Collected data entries
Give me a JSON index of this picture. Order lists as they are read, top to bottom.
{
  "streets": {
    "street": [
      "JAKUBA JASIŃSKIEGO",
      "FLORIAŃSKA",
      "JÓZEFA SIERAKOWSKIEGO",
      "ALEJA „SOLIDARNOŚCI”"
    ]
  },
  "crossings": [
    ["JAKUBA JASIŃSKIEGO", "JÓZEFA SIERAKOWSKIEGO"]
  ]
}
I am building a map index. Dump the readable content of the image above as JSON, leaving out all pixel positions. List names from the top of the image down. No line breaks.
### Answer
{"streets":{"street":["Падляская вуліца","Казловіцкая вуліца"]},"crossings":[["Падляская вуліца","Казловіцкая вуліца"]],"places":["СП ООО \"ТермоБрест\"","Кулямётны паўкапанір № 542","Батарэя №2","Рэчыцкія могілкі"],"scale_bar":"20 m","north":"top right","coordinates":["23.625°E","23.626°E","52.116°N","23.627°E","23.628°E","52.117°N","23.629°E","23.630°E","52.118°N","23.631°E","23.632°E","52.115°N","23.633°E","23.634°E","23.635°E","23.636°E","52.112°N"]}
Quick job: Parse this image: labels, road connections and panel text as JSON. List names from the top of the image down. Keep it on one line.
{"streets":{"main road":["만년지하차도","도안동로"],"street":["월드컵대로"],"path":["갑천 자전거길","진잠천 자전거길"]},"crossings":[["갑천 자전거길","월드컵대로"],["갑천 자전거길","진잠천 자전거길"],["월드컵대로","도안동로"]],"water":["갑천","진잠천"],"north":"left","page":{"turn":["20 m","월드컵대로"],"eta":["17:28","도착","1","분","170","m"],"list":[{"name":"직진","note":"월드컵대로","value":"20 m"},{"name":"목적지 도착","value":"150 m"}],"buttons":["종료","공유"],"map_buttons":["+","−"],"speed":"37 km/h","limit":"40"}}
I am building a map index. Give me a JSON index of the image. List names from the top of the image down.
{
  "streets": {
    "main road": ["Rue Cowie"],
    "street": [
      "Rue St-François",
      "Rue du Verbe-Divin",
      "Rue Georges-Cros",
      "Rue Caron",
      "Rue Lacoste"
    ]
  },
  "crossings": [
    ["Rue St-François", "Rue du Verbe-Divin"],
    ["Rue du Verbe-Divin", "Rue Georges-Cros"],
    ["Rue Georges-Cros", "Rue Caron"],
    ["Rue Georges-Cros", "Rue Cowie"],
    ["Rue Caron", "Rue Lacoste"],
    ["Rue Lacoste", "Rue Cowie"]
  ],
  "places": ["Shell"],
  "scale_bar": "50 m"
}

TASK DETAILS => Copy out the entries exactly. Begin at the first line and end with the line that has "I am building a map index. Dump".

OUTPUT OF THE TASK =>
Give me a JSON index of this picture. Order lists as they are read, top to bottom.
{
  "streets": {
    "street": [
      "JAKUBA JASIŃSKIEGO",
      "FLORIAŃSKA",
      "JÓZEFA SIERAKOWSKIEGO",
      "ALEJA „SOLIDARNOŚCI”"
    ]
  },
  "crossings": [
    ["JAKUBA JASIŃSKIEGO", "JÓZEFA SIERAKOWSKIEGO"]
  ]
}
I am building a map index. Dump the readable content of the image above as JSON, leaving out all pixel positions. List names from the top of the image down. No line breaks.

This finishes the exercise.